What you will do - Through the line with "translate:-50% -50%; white-space:nowrap;" and starting from the first line, return the records below word for word, with pictures left out.

Collected data
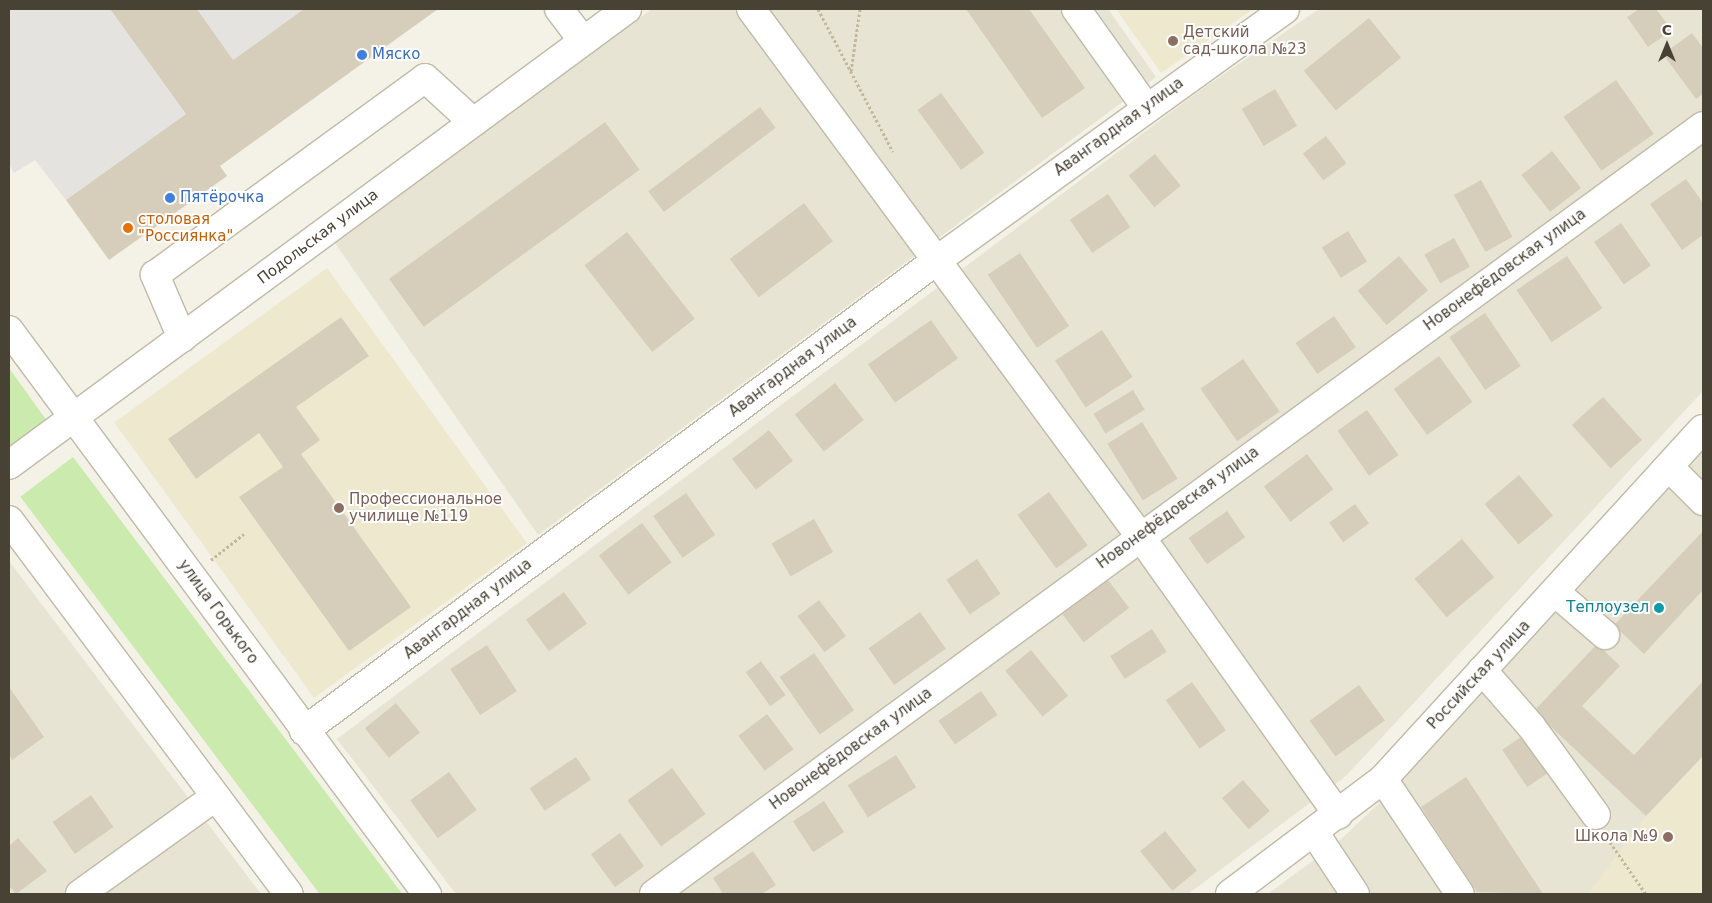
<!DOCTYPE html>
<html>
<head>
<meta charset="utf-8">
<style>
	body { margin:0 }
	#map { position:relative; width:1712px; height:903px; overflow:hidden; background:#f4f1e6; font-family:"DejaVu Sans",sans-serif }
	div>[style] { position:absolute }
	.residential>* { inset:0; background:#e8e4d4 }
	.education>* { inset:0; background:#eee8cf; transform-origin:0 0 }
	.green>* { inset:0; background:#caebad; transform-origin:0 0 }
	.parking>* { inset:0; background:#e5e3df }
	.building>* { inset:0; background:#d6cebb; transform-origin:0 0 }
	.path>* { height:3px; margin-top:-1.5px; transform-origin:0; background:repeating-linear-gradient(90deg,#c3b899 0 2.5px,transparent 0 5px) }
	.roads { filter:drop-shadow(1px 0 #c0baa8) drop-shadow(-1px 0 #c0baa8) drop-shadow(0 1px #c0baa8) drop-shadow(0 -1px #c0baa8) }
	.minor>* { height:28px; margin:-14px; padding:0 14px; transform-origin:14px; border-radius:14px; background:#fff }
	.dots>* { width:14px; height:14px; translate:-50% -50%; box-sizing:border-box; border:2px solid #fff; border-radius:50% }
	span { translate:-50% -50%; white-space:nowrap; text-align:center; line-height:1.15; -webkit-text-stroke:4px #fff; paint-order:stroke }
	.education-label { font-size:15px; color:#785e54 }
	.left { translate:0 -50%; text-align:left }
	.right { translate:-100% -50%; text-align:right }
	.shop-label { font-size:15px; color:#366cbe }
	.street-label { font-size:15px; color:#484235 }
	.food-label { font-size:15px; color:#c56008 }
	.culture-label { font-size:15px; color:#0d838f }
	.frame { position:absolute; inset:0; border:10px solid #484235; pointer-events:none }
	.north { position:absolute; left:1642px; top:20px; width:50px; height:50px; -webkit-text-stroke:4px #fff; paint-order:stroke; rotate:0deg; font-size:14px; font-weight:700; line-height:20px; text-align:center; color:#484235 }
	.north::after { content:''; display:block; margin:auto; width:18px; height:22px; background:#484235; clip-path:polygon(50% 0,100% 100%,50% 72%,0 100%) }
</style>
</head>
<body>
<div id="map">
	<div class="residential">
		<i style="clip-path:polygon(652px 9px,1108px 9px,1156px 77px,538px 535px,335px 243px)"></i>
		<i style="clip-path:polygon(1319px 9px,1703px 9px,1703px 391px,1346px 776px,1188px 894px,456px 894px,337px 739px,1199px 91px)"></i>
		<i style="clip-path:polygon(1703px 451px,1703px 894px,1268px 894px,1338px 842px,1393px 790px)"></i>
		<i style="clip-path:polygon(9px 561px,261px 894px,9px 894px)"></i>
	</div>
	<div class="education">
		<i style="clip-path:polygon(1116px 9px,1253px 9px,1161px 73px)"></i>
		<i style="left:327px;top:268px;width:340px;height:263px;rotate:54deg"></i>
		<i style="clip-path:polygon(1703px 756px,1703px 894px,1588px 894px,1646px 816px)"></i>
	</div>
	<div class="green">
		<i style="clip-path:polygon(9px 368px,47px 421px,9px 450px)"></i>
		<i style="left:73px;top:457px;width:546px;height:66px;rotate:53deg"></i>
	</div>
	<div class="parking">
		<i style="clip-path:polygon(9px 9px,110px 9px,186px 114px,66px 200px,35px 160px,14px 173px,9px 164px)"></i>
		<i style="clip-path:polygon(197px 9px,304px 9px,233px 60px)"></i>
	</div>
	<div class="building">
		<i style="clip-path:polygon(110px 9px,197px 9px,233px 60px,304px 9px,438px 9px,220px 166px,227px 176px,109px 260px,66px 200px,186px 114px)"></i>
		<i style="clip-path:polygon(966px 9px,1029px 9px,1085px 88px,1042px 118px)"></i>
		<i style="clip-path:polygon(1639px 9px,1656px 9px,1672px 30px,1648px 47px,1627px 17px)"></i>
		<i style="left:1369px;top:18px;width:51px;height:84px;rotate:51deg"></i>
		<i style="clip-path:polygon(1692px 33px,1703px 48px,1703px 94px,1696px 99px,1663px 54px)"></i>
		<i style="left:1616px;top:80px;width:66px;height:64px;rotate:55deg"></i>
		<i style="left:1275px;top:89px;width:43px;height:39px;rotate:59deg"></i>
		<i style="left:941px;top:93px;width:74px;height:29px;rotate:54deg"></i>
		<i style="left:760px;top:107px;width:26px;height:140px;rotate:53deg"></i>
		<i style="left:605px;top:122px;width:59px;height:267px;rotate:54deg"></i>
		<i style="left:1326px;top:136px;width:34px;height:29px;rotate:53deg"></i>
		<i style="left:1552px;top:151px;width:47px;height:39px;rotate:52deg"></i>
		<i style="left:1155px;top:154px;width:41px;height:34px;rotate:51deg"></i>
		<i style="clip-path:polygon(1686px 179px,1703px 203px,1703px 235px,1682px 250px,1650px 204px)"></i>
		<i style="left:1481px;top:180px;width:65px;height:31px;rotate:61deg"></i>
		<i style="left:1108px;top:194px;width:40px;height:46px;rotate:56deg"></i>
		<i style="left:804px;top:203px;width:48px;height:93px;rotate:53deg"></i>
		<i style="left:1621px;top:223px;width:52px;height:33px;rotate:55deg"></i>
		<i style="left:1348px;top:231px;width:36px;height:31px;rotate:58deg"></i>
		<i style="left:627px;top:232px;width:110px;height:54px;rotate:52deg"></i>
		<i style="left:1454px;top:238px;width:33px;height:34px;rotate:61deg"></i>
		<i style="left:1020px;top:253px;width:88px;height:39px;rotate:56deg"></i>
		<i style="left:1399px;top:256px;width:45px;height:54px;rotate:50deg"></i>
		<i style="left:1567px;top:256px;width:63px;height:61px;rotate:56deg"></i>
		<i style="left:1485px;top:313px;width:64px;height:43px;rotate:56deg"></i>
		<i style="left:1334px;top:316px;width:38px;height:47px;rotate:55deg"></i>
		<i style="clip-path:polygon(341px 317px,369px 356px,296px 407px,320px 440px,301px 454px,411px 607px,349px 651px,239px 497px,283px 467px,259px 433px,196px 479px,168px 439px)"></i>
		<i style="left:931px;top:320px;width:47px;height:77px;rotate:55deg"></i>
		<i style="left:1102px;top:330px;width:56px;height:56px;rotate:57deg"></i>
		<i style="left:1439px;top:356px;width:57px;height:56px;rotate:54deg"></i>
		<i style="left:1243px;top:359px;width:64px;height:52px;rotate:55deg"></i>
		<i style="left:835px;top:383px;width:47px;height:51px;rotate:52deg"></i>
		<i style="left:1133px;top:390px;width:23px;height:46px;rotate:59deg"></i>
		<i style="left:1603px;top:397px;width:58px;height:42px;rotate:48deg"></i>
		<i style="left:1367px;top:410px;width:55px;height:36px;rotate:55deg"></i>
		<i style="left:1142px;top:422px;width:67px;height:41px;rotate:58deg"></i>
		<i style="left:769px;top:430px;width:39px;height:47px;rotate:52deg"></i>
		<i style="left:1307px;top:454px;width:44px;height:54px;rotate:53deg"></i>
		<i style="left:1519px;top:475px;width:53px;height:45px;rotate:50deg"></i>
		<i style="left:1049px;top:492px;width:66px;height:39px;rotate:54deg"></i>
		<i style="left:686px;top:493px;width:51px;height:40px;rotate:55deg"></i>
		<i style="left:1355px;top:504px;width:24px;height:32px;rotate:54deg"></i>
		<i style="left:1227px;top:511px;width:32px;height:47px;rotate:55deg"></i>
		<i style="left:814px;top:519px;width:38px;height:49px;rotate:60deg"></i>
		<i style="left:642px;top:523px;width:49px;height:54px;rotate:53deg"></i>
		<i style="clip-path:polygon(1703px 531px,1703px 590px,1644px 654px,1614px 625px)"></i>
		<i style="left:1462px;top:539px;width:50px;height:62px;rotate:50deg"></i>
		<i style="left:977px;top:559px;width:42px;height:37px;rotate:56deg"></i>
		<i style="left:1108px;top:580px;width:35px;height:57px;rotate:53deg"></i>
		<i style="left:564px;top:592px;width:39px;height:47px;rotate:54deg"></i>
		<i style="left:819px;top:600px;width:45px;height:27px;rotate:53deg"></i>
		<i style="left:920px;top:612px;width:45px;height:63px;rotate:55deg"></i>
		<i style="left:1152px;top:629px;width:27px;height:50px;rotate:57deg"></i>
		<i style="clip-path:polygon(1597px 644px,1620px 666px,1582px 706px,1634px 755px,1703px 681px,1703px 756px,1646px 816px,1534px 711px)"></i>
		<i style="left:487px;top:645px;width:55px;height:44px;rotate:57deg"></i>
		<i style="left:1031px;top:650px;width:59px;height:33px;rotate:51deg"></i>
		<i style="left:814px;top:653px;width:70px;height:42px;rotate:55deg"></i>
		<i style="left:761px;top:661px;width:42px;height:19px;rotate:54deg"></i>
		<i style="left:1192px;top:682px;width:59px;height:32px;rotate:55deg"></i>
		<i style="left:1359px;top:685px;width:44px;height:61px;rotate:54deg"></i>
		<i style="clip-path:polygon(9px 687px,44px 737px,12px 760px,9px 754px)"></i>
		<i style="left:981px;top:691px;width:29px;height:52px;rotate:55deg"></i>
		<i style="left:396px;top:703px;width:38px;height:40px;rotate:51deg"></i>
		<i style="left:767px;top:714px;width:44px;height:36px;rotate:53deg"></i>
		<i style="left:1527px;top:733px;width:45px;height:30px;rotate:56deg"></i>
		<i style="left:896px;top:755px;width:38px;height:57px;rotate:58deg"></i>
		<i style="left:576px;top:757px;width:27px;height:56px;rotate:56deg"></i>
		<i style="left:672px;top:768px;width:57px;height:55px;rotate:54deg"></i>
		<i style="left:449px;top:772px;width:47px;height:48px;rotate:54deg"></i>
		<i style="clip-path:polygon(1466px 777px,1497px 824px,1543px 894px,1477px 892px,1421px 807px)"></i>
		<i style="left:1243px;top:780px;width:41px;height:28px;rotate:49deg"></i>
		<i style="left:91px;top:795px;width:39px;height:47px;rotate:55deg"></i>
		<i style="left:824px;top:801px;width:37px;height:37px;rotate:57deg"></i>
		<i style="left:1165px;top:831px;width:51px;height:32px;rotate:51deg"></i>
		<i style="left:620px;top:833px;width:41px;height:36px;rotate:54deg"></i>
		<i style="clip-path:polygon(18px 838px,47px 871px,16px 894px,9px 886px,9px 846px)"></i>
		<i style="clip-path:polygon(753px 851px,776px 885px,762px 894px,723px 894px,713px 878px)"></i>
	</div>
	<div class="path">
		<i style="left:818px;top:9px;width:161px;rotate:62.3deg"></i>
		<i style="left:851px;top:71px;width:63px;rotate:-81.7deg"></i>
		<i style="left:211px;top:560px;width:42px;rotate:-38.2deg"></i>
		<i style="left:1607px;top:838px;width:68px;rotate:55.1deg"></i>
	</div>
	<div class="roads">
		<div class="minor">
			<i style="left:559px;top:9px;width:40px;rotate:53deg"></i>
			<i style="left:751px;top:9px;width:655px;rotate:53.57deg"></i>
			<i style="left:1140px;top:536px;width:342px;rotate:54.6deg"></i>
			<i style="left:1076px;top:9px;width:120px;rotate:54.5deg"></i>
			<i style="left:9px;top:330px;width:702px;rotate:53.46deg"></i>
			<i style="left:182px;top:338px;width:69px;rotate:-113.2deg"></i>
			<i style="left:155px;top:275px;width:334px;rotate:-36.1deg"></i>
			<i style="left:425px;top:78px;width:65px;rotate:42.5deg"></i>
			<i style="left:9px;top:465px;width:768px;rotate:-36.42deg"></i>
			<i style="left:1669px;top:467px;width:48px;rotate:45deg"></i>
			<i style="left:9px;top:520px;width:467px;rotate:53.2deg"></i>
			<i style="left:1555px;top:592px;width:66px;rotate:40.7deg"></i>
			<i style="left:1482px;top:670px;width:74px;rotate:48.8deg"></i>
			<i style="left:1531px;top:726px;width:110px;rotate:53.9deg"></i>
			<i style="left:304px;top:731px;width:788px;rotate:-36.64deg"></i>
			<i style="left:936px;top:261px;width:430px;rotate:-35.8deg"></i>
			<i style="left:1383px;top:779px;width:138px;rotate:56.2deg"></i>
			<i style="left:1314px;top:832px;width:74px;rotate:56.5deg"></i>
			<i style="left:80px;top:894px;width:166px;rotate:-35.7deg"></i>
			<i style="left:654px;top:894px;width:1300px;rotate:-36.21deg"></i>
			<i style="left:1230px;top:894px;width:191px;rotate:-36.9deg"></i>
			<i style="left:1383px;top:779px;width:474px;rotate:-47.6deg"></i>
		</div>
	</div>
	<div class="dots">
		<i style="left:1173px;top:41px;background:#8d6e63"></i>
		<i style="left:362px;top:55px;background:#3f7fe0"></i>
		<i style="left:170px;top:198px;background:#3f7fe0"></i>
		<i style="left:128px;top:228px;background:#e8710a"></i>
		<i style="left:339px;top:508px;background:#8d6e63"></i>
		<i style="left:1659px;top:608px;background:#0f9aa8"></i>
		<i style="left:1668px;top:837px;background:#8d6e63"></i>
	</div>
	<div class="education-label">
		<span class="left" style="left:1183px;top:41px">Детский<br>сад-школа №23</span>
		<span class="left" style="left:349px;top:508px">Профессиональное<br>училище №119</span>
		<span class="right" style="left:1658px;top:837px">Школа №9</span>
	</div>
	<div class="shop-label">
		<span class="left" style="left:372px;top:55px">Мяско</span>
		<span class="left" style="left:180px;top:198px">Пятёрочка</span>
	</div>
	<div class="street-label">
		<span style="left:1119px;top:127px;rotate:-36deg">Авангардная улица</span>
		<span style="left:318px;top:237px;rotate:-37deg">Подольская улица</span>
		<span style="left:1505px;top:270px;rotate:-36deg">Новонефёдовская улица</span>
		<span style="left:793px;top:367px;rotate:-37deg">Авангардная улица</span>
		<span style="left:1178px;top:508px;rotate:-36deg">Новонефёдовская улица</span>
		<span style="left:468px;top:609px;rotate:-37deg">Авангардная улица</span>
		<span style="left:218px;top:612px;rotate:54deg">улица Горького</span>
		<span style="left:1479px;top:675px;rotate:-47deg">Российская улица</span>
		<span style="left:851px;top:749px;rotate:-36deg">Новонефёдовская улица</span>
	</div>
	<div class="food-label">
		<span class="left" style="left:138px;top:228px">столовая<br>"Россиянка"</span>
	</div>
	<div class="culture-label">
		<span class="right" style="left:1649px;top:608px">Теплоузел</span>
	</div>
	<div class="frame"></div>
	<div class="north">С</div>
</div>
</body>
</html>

Written solution -
<!DOCTYPE html>
<html>
<head>
<meta charset="utf-8">
<style>
	body { margin:0 }
	#map { position:relative; width:1712px; height:903px; overflow:hidden; background:#f4f1e6; font-family:"DejaVu Sans",sans-serif }
	div>[style] { position:absolute }
	.residential>* { inset:0; background:#e8e4d4 }
	.education>* { inset:0; background:#eee8cf; transform-origin:0 0 }
	.green>* { inset:0; background:#caebad; transform-origin:0 0 }
	.parking>* { inset:0; background:#e5e3df }
	.building>* { inset:0; background:#d6cebb; transform-origin:0 0 }
	.path>* { height:3px; margin-top:-1.5px; transform-origin:0; background:repeating-linear-gradient(90deg,#c3b899 0 2.5px,transparent 0 5px) }
	.roads { filter:drop-shadow(1px 0 #c0baa8) drop-shadow(-1px 0 #c0baa8) drop-shadow(0 1px #c0baa8) drop-shadow(0 -1px #c0baa8) }
	.minor>* { height:28px; margin:-14px; padding:0 14px; transform-origin:14px; border-radius:14px; background:#fff }
	.dots>* { width:14px; height:14px; translate:-50% -50%; box-sizing:border-box; border:2px solid #fff; border-radius:50% }
	span { translate:-50% -50%; white-space:nowrap; text-align:center; line-height:1.15; -webkit-text-stroke:4px #fff; paint-order:stroke }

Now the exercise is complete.